Saved entries

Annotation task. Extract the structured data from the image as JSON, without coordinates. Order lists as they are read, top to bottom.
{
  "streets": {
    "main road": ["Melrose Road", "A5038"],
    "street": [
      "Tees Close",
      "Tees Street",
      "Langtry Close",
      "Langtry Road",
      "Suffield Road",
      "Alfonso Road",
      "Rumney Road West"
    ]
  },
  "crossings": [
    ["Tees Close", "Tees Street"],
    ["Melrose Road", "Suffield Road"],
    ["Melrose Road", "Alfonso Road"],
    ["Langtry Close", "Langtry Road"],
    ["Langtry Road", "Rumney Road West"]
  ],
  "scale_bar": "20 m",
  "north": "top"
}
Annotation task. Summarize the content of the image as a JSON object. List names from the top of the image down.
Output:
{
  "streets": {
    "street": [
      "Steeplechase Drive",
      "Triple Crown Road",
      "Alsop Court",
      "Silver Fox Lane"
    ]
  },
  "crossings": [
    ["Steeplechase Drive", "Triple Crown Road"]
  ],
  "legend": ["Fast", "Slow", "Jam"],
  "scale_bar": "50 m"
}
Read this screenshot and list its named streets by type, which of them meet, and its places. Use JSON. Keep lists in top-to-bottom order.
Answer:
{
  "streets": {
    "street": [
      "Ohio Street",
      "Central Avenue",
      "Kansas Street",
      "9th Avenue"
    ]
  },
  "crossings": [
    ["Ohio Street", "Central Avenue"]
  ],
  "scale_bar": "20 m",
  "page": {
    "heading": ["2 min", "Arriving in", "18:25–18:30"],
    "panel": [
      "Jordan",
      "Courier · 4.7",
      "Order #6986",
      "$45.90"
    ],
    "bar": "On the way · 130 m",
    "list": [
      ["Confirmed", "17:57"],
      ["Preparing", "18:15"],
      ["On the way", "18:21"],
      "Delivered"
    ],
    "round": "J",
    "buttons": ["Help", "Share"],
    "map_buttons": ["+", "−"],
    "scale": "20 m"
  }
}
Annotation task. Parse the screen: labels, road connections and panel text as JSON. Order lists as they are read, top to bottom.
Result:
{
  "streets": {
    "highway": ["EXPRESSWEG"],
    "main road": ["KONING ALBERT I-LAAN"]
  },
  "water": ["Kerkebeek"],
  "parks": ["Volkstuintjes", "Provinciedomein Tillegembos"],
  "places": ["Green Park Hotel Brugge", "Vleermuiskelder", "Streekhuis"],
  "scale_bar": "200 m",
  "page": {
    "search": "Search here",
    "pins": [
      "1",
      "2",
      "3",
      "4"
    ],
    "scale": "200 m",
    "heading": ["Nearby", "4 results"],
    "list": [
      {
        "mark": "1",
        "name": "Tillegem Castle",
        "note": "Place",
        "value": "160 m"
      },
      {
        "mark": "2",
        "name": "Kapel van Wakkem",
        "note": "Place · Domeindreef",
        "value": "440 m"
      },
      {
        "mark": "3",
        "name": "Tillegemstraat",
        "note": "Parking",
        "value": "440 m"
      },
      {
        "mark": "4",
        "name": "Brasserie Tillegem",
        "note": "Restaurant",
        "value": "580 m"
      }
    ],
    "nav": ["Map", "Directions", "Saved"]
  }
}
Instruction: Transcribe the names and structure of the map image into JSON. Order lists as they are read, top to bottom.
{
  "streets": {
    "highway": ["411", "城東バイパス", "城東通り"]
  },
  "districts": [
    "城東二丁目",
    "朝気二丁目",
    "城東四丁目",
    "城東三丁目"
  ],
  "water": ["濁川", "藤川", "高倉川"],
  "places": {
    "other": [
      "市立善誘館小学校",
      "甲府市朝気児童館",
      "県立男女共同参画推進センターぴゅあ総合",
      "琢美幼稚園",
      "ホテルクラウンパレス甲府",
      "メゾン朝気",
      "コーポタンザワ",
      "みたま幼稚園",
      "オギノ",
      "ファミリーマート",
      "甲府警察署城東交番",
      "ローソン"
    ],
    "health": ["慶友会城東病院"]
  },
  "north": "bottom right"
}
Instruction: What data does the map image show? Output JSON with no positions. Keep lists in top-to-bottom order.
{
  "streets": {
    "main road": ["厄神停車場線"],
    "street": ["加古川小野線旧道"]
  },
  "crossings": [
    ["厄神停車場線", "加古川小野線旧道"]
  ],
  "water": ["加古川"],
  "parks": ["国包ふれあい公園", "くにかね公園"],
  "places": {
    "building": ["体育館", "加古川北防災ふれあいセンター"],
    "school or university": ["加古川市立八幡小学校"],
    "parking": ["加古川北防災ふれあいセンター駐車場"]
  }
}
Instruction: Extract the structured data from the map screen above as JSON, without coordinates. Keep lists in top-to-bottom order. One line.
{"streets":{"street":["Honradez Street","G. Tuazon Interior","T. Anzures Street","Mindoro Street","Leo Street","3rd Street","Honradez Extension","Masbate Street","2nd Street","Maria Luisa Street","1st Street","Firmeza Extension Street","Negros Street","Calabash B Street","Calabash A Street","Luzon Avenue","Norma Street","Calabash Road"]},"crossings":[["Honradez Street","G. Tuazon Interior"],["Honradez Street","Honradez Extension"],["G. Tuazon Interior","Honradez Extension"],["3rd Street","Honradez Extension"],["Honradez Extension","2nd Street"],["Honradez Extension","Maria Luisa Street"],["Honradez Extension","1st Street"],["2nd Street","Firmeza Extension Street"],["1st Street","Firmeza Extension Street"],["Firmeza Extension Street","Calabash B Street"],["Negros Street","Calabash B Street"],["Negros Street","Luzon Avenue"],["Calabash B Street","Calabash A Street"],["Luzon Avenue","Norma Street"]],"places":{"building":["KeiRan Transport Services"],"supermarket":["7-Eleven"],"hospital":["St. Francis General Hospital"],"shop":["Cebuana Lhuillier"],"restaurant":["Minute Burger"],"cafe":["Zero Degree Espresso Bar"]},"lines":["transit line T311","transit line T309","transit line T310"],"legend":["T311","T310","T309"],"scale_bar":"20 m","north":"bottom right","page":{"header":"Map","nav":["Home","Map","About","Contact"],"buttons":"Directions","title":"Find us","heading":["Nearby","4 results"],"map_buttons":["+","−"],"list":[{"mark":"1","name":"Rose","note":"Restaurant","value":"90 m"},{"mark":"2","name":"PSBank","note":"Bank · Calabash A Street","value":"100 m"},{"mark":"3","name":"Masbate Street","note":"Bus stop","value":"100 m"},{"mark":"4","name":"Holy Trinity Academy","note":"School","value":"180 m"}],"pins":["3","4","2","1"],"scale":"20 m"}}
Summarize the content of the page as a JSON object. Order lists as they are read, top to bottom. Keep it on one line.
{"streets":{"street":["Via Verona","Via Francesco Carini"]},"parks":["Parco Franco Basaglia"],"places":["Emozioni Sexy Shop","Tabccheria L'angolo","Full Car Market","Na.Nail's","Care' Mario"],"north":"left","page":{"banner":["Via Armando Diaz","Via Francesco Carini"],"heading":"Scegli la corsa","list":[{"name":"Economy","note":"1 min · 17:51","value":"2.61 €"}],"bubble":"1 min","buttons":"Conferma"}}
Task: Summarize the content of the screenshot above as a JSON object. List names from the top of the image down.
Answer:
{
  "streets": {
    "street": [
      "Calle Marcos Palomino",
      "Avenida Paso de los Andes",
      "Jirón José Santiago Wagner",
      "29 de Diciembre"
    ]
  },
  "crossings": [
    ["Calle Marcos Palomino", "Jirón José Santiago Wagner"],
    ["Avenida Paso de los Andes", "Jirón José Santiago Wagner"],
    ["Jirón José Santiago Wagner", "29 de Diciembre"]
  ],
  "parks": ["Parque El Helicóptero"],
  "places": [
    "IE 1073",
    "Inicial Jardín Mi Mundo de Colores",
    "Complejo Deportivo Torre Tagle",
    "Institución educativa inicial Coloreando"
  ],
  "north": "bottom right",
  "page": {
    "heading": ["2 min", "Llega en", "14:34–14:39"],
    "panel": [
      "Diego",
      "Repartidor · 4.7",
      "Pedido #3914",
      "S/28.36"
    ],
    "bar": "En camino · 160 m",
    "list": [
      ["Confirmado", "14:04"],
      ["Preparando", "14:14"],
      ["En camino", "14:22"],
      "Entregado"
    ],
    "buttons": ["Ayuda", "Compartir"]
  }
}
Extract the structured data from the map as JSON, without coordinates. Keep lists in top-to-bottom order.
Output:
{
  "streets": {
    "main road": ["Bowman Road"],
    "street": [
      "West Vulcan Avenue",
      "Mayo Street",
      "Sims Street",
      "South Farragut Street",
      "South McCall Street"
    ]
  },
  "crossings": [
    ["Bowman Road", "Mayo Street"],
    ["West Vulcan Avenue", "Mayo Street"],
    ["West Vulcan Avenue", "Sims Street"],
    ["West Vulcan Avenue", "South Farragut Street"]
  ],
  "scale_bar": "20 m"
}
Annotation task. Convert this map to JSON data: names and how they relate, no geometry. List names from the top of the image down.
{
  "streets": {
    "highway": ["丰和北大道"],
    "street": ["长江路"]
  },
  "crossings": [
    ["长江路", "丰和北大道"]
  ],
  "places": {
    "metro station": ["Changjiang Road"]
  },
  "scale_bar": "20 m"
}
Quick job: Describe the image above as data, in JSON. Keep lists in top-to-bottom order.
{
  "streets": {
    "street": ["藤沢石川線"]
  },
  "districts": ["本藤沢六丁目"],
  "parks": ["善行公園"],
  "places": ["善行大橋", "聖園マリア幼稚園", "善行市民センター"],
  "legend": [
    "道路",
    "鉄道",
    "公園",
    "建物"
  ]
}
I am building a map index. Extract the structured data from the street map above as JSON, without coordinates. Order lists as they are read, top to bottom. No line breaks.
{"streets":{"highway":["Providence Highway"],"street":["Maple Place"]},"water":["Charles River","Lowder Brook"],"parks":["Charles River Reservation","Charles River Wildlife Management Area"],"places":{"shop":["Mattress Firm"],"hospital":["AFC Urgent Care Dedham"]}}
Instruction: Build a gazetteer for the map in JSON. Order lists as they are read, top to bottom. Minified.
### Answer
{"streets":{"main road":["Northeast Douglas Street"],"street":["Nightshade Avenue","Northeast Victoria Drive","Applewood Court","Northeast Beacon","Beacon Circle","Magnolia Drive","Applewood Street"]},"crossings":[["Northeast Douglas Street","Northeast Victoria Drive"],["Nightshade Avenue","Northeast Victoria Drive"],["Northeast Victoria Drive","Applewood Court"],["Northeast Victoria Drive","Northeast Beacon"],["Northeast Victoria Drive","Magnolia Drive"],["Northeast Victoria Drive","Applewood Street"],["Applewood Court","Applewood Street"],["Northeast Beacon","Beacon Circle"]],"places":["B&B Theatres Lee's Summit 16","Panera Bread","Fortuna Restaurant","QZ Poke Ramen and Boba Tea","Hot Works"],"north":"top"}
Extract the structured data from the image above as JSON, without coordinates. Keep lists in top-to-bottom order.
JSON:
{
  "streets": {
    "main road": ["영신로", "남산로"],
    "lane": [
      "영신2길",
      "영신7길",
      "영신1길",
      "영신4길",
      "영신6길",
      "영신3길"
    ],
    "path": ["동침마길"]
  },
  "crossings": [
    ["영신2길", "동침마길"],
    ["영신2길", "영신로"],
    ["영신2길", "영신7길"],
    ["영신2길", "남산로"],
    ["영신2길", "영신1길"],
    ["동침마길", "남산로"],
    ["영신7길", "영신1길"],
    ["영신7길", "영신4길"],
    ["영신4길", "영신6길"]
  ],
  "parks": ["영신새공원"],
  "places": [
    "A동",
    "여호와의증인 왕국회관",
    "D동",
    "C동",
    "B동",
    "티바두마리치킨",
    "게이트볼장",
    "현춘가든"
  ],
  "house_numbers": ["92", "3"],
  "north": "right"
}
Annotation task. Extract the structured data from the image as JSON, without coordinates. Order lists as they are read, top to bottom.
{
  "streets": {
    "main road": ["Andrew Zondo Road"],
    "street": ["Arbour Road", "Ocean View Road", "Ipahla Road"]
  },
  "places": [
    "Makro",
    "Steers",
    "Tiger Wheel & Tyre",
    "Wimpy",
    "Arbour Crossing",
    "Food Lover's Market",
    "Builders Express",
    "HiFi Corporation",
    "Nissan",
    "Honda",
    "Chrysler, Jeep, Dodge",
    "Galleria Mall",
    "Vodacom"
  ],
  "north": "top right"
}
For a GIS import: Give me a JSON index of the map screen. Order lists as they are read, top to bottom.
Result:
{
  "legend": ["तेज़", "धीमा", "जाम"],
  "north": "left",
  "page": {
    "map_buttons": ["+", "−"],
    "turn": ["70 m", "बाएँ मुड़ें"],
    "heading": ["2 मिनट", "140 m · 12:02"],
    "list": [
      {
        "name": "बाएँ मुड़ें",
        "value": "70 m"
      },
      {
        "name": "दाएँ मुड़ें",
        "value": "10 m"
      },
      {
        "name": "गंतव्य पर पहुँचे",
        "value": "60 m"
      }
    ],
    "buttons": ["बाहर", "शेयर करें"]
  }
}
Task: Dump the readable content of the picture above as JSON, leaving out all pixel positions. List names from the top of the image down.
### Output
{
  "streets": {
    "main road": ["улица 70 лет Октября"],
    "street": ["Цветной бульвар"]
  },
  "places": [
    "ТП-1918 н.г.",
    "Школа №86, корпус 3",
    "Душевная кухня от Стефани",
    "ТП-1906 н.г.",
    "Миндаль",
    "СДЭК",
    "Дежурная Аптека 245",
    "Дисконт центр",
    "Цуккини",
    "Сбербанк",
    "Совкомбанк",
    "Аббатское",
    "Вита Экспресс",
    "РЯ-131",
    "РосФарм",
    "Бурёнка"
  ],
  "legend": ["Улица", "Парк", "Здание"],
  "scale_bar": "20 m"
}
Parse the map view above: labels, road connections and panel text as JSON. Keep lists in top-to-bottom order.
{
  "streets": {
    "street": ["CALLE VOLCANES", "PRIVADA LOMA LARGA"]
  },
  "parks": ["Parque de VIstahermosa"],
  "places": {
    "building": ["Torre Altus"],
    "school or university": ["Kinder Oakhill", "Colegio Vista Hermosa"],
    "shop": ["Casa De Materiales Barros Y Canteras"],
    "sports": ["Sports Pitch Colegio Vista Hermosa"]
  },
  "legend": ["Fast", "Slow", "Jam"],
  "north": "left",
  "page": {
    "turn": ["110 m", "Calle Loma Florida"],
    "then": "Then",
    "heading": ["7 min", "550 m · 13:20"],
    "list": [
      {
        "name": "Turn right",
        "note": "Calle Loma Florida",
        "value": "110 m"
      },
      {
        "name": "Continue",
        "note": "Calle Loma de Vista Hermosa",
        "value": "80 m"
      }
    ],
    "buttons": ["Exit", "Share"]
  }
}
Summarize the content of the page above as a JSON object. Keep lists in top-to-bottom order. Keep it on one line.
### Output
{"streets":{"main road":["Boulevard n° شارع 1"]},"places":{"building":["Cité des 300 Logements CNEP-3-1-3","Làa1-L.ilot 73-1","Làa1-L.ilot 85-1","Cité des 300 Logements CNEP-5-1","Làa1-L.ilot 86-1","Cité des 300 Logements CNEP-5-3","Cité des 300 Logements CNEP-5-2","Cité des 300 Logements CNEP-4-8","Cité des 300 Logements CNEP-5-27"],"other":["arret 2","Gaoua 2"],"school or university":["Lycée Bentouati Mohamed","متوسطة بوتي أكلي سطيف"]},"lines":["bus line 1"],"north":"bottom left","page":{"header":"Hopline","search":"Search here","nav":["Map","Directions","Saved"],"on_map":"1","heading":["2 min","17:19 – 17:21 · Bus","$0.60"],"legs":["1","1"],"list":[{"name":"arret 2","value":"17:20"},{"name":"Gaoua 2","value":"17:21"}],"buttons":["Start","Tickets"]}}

PROBLEM REQUIREMENTS:
Would you copy every line of the entries that includes the word "screenshot"?

EXERCISE ANSWER:
Read this screenshot and list its named streets by type, which of them meet, and its places. Use JSON. Keep lists in top-to-bottom order.
Task: Summarize the content of the screenshot above as a JSON object. List names from the top of the image down.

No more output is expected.